To the Jews Paul preached the good news or gospel that Jesus is the Christ, the Son of God (Acts 9:20:22). And the Jews who believed that truth were born of God and received life the moment when they believed (1 Jn.5:1-5; Jn.20:31).
So if a
gentile were to listen to the
Jewish gospel which proclaims
Jesus to be the Christ, the Son of God" they would
not be saved? Why not? Why should the vital truth about
Jesus divine origin and relationship to the Father be withheld from Gentiles? Without this knowledge they might take Jesus to be a morally good man who offered his life as a noble act of self-sacrifice. That was not why He died. He was crucified for blasphemy, for making Himself equal to God. Also, why should Jesus' role as the Messiah be omitted? This is an important doctrine especially with regard to His
coming again to reign on the earth as King of Kings and Lord of Lords.
To the Gentiles Paul preached a gospel or the good news that Jesus died for our sins (1 Cor.15:3) and those who believed that truth were saved the moment when they believed.
I find it amazing that you think Christ death on the cross for our sins was given to the Gentiles but omitted in any message aimed to reaching the Jews. The blood atonement for sin was in Old Testament prophecy and they would have certainly understood it. Jesus had been declared to be "The Lamb of God that takes away the sin of the world" by John the Baptist at the very beginning of His ministry. The significance of His death at Passover, John's resemblance to Elijah would have been very rich symbols in the thinking of any Jewish person. It would also have been necessary to know they needed an atoning intermediary so they would not think they could approach God with good works.
Apparently in the MAD paradigm only
parts of the
truth had an effect on the respective groups. For some reason Jews and Gentiles were incapable of grasping or benefiting from the whole counsel of God. Yet I do not see
any reason why a complete message could not be preached. Why not preach that Jesus was the Son of God, that He was the sacrifice for sin, the promised King who would come again and that if they believed in Him they would be saved? This is the way the gospel is preached today and it is efficacious for Jew and Gentile alike. Unlike a dual gospel this one message would have had a unifying effect on a group all too prone to disunity
As more Gentiles were saved it would have been increasingly difficult to deliver these separate messages to different audiences. Dividing populations and messages would have encouraged division in a body where there "was no Jew nor Greek." Paul speaking to the Corinthians, a large group that consisted of both Jews and Greeks where Apollos and Peter had also ministered called what they taught "
The Word of the Cross" and, far from being adapted to suit any group it was "foolishness to the Greeks and a stumbling block to the Jews (
1 Corinthians 1:22-24) So here we have an example of two audiences hearing one message which was unacceptable to the natural mind of both.
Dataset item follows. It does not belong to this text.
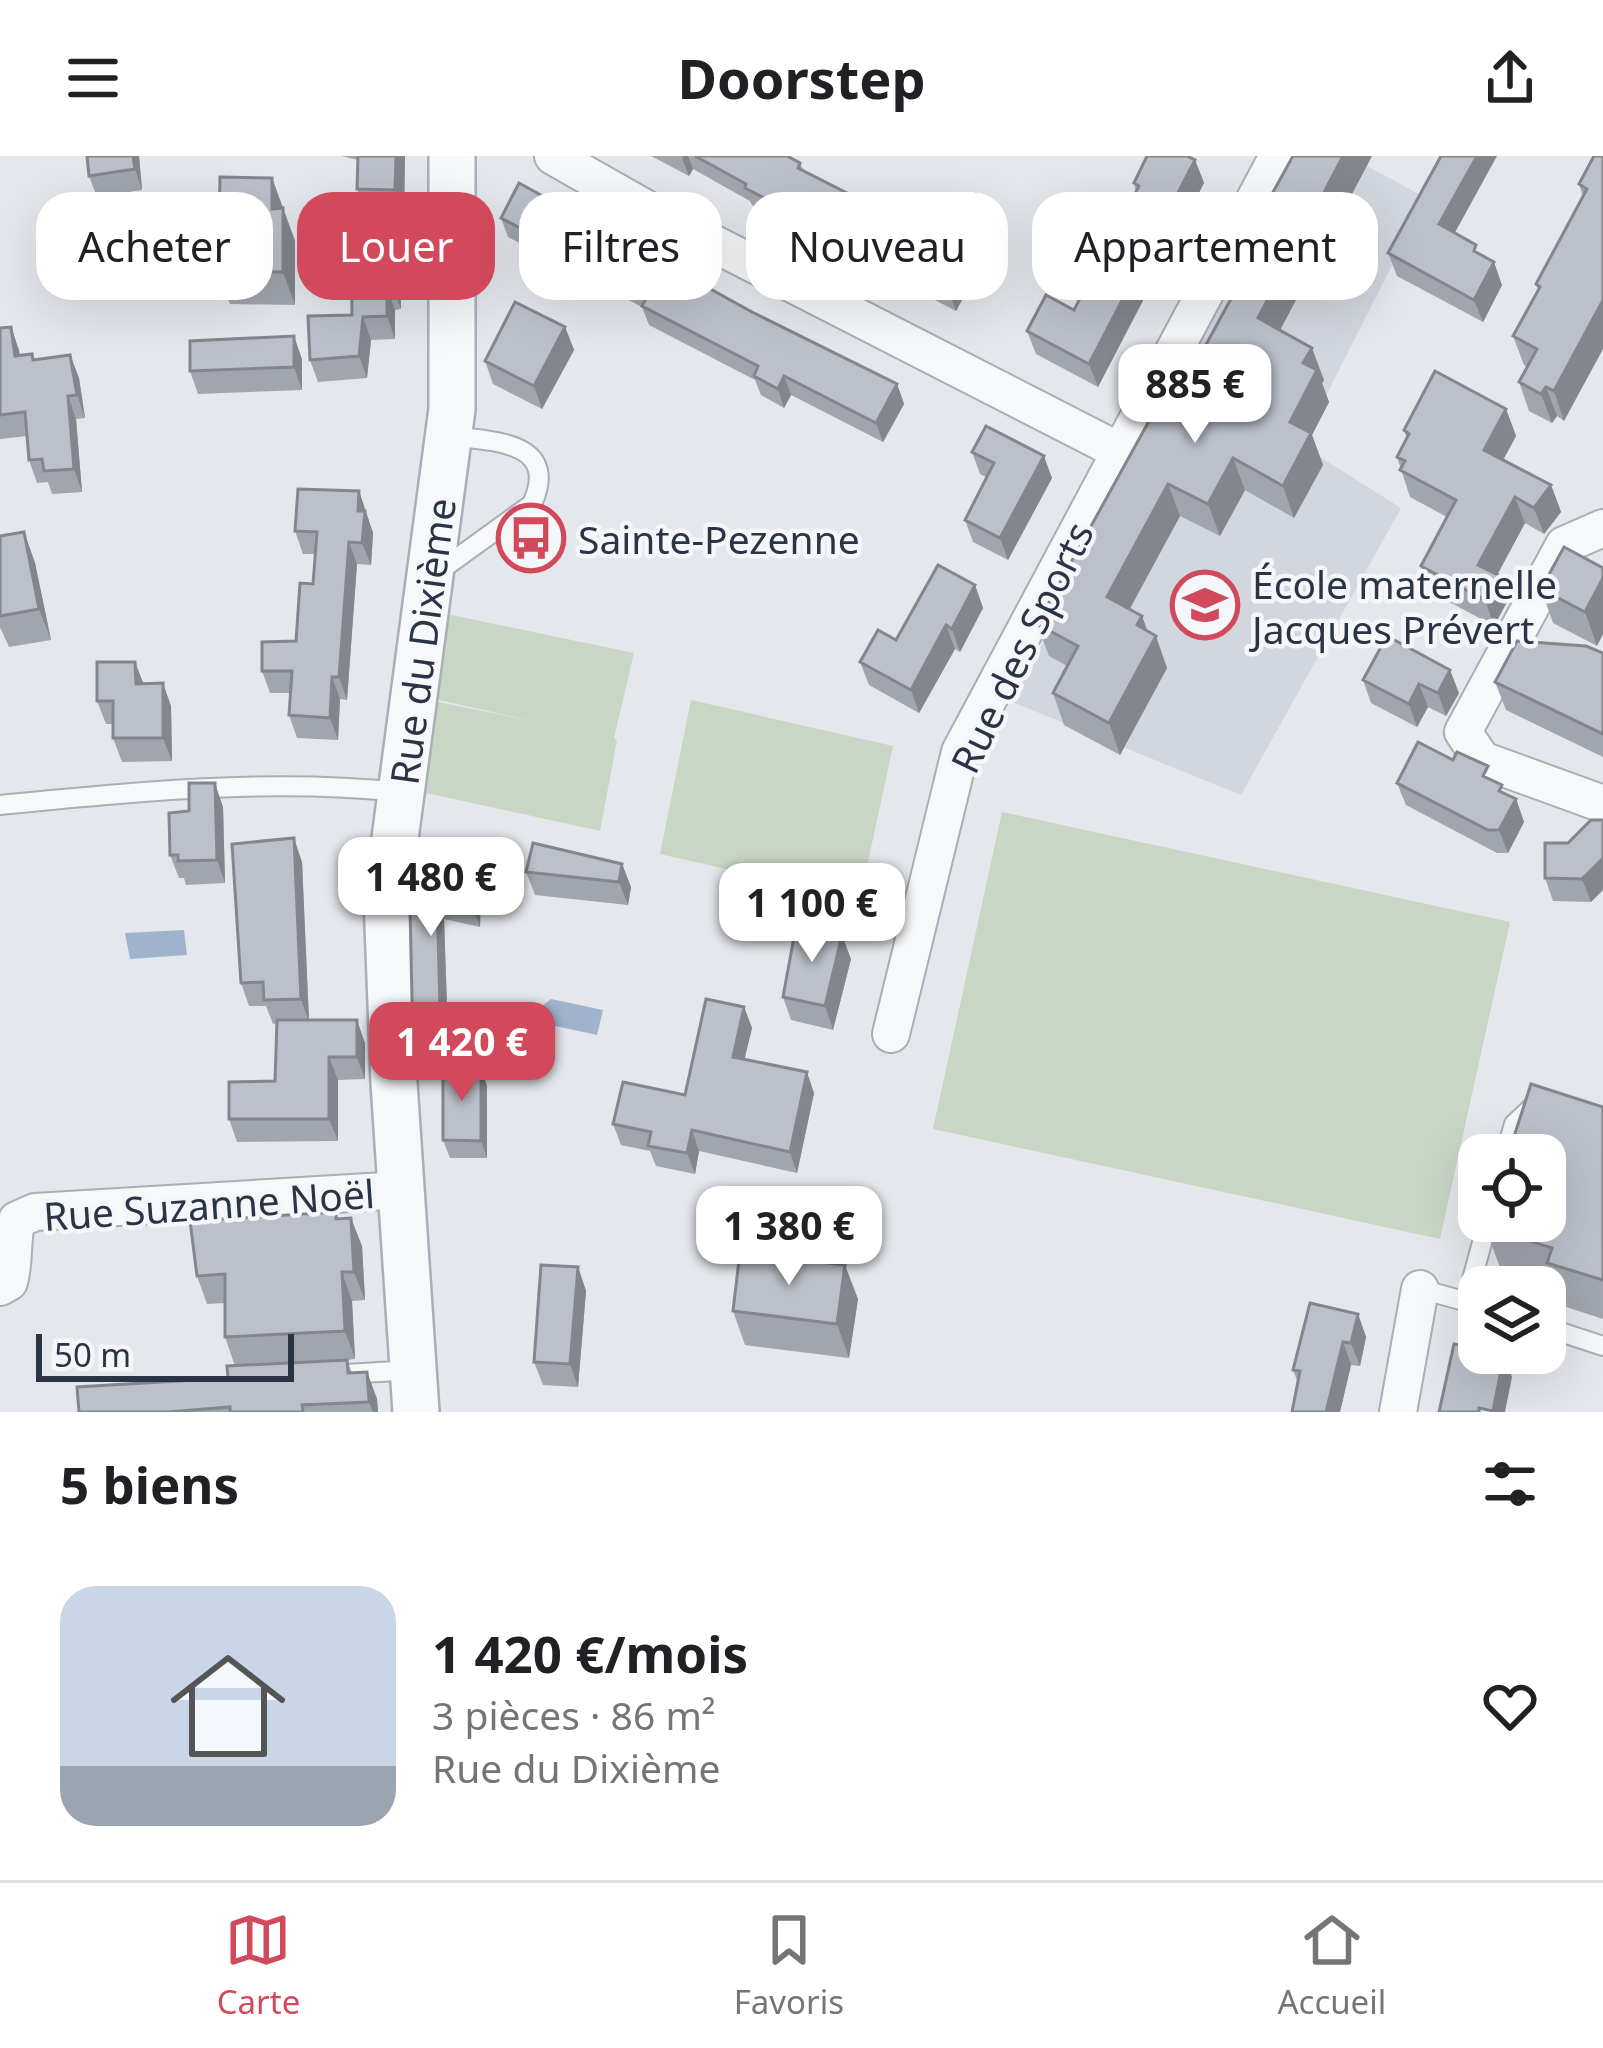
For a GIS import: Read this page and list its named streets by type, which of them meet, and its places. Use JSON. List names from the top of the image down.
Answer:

Anyone with the slightest degree of discernment knows that the "good news" that the Lord Jesus died for our sins is not the same "good news" that Jesus is the Christ, the Son of God.
The term
good news comes from the Septuagint translation of Isaiah
61. 1
The Spirit of the Lord GOD is upon me,
Because the LORD has
anointed me
To bring
good news (Greek "
evangelion")to the afflicted;
He has sent me to bind up the brokenhearted,
To proclaim liberty to captives
And freedom to prisoners;
2To proclaim the favorable year of the LORD
And the day of vengeance of our God;
To comfort all who mourn,
This is a Messianic prophecy. The Spirit of the Lord would be upon the Messiah (
John 1:33). Because He would be a king he would be anointed but his anointing would include supernatual power by which he would do miracles. (
Acts 10:38) It is an extensive all-encompassing prophecy which continues until His second coming
Jesus Himself took the word "
good news" from this passage to describe
His own ministry and message yet MAD claims that Paul had a different "good news"
even though the term came from the very same passage. It it not sound hermeneutically to use such an significant word out of context and use it in an entirely different way. That is not the way to rightly divide the scriptures. According to the Bible The
Good News is the message Jesus proclaimed. He is the Messiah being spoken about in the Isaiah passage not Paul. You people say that Paul had visions did not merely clarify and deepen our understanding of Jesus gospel but supplanted it and made He (and Isaiah) said obsolete.
Again, Jesus died on the cross precisely because He said He was the Son of God. If he had not been He also could not have been the perfect sacrifice and mediator between God and man. Therefore one idea depends on the other.